Anti-HCV, nucleotide inhibitors, repurposing against COVID-19

Affiliations

Anti-HCV, nucleotide inhibitors, repurposing against COVID-19

Abdo A Elfiky. Life Sci. .

Abstract

Aims: A newly emerged Human Coronavirus (HCoV) is reported two months ago in Wuhan, China (COVID-19). Until today >2700 deaths from the 80,000 confirmed cases reported mainly in China and 40 other countries. Human to human transmission is confirmed for COVID-19 by China a month ago. Based on the World Health Organization (WHO) reports, SARS HCoV is responsible for >8000 cases with confirmed 774 deaths. Additionally, MERS HCoV is responsible for 858 deaths out of about 2500 reported cases. The current study aims to test anti-HCV drugs against COVID-19 RNA dependent RNA polymerase (RdRp).

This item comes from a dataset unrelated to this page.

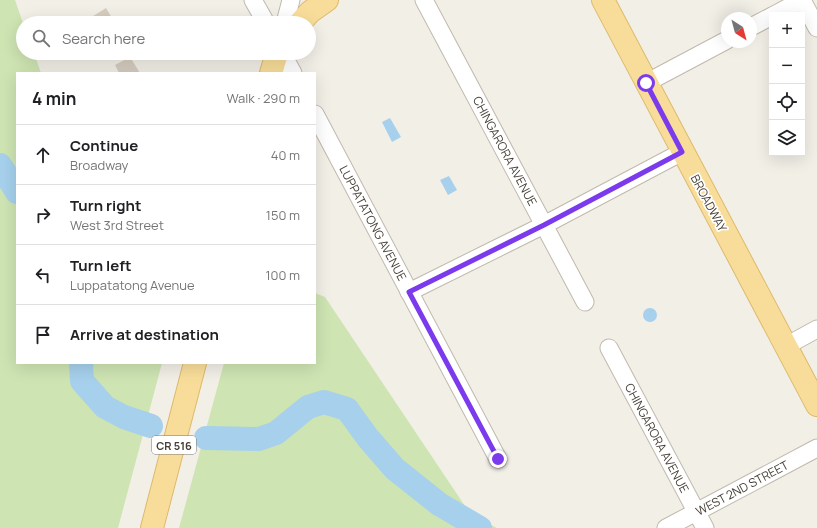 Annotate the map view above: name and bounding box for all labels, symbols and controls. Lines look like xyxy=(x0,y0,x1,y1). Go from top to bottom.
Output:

Materials and methods: In this study, sequence analysis, modeling, and docking are used to build a model for Wuhan COVID-19 RdRp. Additionally, the newly emerged Wuhan HCoV RdRp model is targeted by anti-polymerase drugs, including the approved drugs Sofosbuvir and Ribavirin.

Key findings: The results suggest the effectiveness of Sofosbuvir, IDX-184, Ribavirin, and Remidisvir as potent drugs against the newly emerged HCoV disease.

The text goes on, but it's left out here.